Problem description: Would you output all the data exactly as it stands?

[Records from a data source]
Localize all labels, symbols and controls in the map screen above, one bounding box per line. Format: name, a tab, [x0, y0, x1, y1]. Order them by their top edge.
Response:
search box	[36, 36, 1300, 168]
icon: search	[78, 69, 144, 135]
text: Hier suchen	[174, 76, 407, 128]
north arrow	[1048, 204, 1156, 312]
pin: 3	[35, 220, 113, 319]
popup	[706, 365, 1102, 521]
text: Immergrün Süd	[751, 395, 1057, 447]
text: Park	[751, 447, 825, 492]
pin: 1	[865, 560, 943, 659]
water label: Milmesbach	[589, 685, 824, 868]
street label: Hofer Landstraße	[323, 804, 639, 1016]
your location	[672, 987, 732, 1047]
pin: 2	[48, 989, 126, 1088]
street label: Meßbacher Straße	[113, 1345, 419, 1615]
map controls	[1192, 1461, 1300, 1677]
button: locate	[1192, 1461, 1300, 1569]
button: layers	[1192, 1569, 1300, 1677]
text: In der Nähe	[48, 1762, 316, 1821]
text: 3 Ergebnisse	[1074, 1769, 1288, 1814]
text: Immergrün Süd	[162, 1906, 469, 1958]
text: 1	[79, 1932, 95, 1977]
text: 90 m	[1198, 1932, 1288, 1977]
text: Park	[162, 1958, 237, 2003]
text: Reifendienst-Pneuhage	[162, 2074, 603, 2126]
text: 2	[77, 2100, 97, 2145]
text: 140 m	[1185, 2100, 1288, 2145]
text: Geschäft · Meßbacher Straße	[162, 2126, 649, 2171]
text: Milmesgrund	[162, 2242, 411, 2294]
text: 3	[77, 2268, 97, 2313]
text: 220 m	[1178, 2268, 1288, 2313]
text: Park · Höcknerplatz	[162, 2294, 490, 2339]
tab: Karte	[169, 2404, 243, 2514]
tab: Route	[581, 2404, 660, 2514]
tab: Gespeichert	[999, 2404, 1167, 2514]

Exercise output:
Localize all labels, symbols and controls in the map screen above, one bounding box per line. Format: name, a tab, [x0, y0, x1, y1]. Order them by their top edge.
Response:
search box	[36, 36, 1300, 168]
icon: search	[78, 69, 144, 135]
text: Hier suchen	[174, 76, 407, 128]
north arrow	[1048, 204, 1156, 312]
pin: 3	[35, 220, 113, 319]
popup	[706, 365, 1102, 521]
text: Immergrün Süd	[751, 395, 1057, 447]
text: Park	[751, 447, 825, 492]
pin: 1	[865, 560, 943, 659]
water label: Milmesbach	[589, 685, 824, 868]
street label: Hofer Landstraße	[323, 804, 639, 1016]
your location	[672, 987, 732, 1047]
pin: 2	[48, 989, 126, 1088]
street label: Meßbacher Straße	[113, 1345, 419, 1615]
map controls	[1192, 1461, 1300, 1677]
button: locate	[1192, 1461, 1300, 1569]
button: layers	[1192, 1569, 1300, 1677]
text: In der Nähe	[48, 1762, 316, 1821]
text: 3 Ergebnisse	[1074, 1769, 1288, 1814]
text: Immergrün Süd	[162, 1906, 469, 1958]
text: 1	[79, 1932, 95, 1977]
text: 90 m	[1198, 1932, 1288, 1977]
text: Park	[162, 1958, 237, 2003]
text: Reifendienst-Pneuhage	[162, 2074, 603, 2126]
text: 2	[77, 2100, 97, 2145]
text: 140 m	[1185, 2100, 1288, 2145]
text: Geschäft · Meßbacher Straße	[162, 2126, 649, 2171]
text: Milmesgrund	[162, 2242, 411, 2294]
text: 3	[77, 2268, 97, 2313]
text: 220 m	[1178, 2268, 1288, 2313]
text: Park · Höcknerplatz	[162, 2294, 490, 2339]
tab: Karte	[169, 2404, 243, 2514]
tab: Route	[581, 2404, 660, 2514]
tab: Gespeichert	[999, 2404, 1167, 2514]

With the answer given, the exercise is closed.